One of my favorite treatments for whatever this condition might be is to soak my girls (I’ve been calling them my girls) in steaming hot water with a half a pound of Epsom salts, and then applying this cayenne cream all over my dry fingers, letting the heat sink in, and then putting the wrist braces back on and covering my hands with gloves, warm big soft mittens. I have stopped checking Facebook; I have stopped reading the New York Times or anything else online. I dictate all my e-mails. I don’t read anything or respond to anything and less absolutely have to. Little by little, I am slowing down. Little by little, I am doing less. I’ve been noticing that it hurts to eat with a knife and fork, so I’m trying to find foods that are spoon-friendly, or that I can pick up and eat with my hands. I am buying pre-chopped frozen vegetables. I am having our milk delivered.

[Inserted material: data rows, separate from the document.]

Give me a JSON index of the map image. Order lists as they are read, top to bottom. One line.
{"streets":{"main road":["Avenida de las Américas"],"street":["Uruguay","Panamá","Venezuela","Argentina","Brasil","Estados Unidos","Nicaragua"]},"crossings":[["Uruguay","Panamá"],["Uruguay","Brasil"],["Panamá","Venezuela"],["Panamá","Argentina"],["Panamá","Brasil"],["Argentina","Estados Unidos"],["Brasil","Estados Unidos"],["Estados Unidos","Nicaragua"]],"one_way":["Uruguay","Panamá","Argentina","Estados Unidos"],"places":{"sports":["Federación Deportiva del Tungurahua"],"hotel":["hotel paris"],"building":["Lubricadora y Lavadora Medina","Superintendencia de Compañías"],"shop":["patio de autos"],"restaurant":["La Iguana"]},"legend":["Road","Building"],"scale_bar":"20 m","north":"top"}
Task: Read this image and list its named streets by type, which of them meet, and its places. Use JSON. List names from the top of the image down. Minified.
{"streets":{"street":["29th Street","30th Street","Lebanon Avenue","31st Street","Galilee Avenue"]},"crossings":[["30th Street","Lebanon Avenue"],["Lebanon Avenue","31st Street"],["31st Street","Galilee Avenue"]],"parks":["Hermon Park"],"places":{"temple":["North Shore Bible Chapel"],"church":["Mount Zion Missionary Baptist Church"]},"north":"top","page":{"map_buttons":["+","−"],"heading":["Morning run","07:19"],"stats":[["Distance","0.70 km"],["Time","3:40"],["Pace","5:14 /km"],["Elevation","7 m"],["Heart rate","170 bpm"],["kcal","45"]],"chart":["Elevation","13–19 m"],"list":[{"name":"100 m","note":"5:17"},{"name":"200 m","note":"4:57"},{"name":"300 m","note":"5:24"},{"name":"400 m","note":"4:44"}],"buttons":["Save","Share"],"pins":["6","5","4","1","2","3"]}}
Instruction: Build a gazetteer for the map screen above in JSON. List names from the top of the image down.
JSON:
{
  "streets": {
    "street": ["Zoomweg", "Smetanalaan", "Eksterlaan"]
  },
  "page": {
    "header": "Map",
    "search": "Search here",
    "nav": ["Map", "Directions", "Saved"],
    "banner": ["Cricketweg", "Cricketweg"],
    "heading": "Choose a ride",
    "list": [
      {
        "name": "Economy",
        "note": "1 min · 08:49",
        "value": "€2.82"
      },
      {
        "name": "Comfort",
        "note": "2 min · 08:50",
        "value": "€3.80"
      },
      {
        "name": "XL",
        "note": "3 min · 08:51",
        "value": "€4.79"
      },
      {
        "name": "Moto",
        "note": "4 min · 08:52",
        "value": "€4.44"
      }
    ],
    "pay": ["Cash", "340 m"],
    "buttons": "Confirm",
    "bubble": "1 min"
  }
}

And I’m sitting on the couch and cuddling my daughter while she watches Mary Poppins, crying every time the dad has his epiphany and comes home, skips around the family room singing “Let’s Go Fly a Kite.” I sang in church last Sunday, my hands hanging idly by my sides. I am working on opening my chest, opening my heart. I thought I had done this work years ago. Funny, how it always seems to be the same themes. Fear less, love more. Do less, be more.
“Is there hope for me?” This is what I ask every healer I visit. They always say yes, but many qualify that. The positional therapist I saw said, “Yes, but you’re going have to give some things up. You can’t play guitar and write and knit and garden. You have to choose.” Well, of course we know what I will choose. But I grieve that bag of beautiful yarn that won’t get turned into felted bags. I grieve the rosebush out front that won’t get pruned. But aging is a process of loss and of losses. We become limited with every year that passes. I remember being heartbroken as a 10-year-old, when I realized it was too late for me to be the next Nadia Commenici. And in a way, that was a blessing: I was free to focus on what I really love to do, which was sing and play guitar. My girls have given me some pretty clear direction, and when I’m honest about it, they are answering a prayer I’ve been praying for the past year or so: give me clear direction about what I am supposed to do. In the past six weeks, I have not wasted my time poking (OW! painful!) around on my iPhone, or thinking of things to post on Twitter. I’ve been present for my husband, my son and daughter, my clients and writers, the book Katryna and I are writing. Things are pretty distilled right now. Plus, I have these fabulous divining rods attached to my body. Whenever I think or say something, I get an immediate gauge of its true usefulness to me. That fabulous Bible study has been way too much for us to commit to, and we recently made the decision to let it go. Actually that’s a lie: the group decided to meet on Wednesday nights, and I have a writing group on Wednesday nights. Even though, I have no business trying to fit one more thing into my life, I found myself scheming about trying to convince the Bible group to move so that I could do both. When I said this out loud to a trusted friend, the nerves on my hands went zing zing zing! I laughed out loud. The body doesn’t lie. My girls don’t lie.
I have long suspected that the point of study and contemplation is not knowledge, but to become familiar and more comfortable with the not-knowing. So I can’t know if this pain will go away. I hope it will, and I suspect it will. I hope to be playing the guitar for the rest of my life, to be writing many more books, to dance with my children at their weddings, and to be doing handstands in my 60s. But in the meantime, I see this… whatever it is… as a great teacher. I asked for a mindfulness teacher, and now I have one — two in fact — right here, on either side of my body.